TheSkyentist
commented
3 months ago We detect sources with direct imaging combined across all direct filters. Therefore, our detectability is related to the total direct exposure time.
We want to extract sources such that we obtain some minimum SNR in the grism. Therefore this is based on the maximum exposure time in a given filter for grism observations.
I am attempting to target a median continuum SNR of 2 for extractions.
In general, this relationship is linear (i.e. we spend as much time in the direct imaging as we do in the maximum grism).
Given the variety in the exposure times, background levels, exposure patterns in the grism, I don't pursue an approach where I decide the magnitude limit based purely on the exposure time of the grism.
Therefore, I do it from the imaging itself. Since the imaging and grism times almost always track, it should be a constant magnitude offset between the detection limit of the photometry, and that of the grism (with an extra term related to the relative exposure times).
Here is an example field: leo-06. Here is the histogram of detected sources:
Looks like we'd expect, power law distributed with a turnover. I'm not getting too fancy here, just using KDE to find the mode of the distribution (marked in red). as the "direct imaging depth".
I then model and extract all the way down to 31st magnitude, much fainter than you would ever do in this case, since leo-06 has equal time in imaging as it does in the grism.
I compare the median pixel SNR in the 1D optimal extractions to the source magnitude:
As expected, the median SNR goes down with fainter sources. I plot the modal magnitude we computed before in red, along with a black line depicting SNR~2.
In general, it seems like targetting 1.5 mag brighter than the catalog depth captures the bulk of the SNR~2 population.
Therefore, I am now adopting the following prescription for determining extraction depths:
Estimate the peak of the photometric distribution (m_0) (roughly the catalog depth).

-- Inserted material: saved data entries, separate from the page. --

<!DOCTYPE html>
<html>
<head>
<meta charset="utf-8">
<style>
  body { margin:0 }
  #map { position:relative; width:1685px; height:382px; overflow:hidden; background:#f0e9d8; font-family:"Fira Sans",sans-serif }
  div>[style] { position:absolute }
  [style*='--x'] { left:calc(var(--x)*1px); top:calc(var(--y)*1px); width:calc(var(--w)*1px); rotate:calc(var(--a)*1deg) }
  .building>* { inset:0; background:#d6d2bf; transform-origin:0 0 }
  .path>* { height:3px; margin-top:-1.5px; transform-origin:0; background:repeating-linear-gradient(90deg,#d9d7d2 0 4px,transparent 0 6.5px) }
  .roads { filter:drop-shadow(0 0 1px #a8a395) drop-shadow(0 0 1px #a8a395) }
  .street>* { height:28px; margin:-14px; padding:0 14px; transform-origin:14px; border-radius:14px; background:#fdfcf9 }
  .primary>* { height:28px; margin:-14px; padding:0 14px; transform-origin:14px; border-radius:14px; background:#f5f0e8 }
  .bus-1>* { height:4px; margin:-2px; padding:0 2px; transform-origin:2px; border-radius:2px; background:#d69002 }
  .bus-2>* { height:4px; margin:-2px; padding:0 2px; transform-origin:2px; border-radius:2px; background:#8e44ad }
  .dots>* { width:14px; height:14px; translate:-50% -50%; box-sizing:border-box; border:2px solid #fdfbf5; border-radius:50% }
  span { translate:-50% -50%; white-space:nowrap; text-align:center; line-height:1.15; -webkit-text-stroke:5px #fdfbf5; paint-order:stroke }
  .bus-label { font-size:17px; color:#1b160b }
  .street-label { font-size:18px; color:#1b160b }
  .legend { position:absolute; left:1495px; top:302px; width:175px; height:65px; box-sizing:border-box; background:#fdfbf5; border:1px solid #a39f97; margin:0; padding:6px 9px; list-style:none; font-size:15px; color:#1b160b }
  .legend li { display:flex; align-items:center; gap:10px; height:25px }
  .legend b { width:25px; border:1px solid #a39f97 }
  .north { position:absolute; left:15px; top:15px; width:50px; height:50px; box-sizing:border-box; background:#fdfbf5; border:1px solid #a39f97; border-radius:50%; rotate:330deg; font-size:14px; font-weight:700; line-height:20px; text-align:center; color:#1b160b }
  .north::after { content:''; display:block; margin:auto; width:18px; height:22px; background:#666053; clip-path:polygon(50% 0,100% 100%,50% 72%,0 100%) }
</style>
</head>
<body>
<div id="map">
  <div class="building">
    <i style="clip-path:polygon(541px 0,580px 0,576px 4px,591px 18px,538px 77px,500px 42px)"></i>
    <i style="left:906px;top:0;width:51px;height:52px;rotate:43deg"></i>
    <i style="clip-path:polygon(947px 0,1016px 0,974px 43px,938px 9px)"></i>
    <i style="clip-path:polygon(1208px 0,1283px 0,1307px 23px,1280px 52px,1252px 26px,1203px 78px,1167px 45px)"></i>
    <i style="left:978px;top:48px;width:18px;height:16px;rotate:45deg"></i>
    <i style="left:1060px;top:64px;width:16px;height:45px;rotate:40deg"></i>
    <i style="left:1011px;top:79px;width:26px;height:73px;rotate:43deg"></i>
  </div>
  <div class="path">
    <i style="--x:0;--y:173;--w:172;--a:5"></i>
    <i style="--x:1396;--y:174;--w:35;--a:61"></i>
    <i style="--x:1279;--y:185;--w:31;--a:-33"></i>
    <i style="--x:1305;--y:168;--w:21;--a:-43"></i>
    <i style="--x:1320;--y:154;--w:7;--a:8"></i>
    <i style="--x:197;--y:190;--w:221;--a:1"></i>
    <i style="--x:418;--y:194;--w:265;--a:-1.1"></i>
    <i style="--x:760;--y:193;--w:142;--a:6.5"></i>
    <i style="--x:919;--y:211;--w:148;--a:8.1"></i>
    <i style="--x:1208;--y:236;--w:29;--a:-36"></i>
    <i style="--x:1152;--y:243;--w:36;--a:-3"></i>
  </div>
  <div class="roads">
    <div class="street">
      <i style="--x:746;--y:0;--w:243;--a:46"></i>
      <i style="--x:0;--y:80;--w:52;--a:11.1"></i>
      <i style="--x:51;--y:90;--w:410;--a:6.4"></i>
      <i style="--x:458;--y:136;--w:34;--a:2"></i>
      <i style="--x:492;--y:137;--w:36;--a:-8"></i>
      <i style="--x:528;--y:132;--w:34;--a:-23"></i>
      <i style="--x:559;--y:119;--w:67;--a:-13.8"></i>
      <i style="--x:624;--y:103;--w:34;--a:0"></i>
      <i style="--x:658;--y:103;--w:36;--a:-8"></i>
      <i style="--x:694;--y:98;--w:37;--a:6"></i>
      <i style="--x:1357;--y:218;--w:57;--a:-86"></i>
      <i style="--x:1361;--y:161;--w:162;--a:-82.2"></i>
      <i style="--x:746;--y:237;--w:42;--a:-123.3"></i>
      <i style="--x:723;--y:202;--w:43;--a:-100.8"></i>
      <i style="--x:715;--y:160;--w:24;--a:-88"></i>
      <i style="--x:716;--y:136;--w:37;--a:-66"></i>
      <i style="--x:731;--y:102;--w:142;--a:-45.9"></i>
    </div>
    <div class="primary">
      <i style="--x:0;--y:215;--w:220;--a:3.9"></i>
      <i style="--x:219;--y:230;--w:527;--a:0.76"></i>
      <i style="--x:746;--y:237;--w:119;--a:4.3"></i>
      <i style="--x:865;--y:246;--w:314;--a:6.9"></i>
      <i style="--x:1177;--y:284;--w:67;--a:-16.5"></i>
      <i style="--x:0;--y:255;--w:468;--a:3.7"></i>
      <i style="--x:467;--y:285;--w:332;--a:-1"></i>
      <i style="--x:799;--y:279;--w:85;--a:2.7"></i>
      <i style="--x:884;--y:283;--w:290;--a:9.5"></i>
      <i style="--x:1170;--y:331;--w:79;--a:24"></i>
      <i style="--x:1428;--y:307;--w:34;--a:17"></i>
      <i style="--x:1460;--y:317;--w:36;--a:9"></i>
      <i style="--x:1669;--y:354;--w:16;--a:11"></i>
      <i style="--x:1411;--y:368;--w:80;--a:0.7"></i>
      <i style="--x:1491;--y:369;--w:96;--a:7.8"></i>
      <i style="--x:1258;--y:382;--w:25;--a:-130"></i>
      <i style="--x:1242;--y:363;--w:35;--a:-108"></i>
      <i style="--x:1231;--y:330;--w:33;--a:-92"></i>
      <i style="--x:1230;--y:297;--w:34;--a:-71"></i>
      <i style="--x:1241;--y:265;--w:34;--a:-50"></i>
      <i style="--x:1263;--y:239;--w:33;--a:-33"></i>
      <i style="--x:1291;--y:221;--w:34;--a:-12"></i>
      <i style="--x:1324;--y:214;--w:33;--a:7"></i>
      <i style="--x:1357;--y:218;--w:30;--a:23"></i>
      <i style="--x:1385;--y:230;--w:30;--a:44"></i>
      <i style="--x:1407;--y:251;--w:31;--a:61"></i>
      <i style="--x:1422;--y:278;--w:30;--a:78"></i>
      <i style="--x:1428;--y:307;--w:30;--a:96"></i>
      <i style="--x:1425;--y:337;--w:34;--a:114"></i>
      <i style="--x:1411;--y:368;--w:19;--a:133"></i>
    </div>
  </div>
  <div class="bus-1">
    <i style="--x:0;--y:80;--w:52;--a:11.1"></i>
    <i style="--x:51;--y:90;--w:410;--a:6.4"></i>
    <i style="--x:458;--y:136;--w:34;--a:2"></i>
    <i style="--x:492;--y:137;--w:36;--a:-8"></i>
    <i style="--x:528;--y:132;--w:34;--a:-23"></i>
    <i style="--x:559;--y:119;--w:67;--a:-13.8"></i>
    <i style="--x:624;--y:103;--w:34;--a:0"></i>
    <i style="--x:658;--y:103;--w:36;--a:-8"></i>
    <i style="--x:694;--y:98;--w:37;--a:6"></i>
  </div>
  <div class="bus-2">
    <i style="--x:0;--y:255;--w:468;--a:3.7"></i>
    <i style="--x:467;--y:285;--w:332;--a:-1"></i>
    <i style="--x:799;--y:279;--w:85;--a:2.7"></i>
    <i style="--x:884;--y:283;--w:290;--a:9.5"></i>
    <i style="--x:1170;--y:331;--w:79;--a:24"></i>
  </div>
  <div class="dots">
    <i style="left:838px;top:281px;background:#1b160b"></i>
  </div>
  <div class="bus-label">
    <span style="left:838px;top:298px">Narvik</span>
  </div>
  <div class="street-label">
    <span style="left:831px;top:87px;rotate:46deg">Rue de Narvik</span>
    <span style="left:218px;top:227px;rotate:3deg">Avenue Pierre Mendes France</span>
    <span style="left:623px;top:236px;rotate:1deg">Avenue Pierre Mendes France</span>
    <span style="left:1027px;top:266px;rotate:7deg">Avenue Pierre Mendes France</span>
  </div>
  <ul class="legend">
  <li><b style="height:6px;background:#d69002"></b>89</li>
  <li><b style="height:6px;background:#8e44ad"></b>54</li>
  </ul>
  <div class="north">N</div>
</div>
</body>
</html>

Calculate the extra factor to appropriate scale the limit with the relative exposure time between direct imaging and the grism: m_offset = 2.5log10(sqrt(t_grism/t_direct)). Where t_direct is the total direct exposure time and t_grism is the maximum grism exposure time between the different filters. Model contamination down to m_0 + m_offset - 1.5. Refine the slopes down to m_0 + m_offset - 3.5 Extract down to m_0 + m_offset - 1.5
How can we use exposure times and/or weight/depth maps to calibrate contamination modeling/extraction/redshift fitting magnitude depths?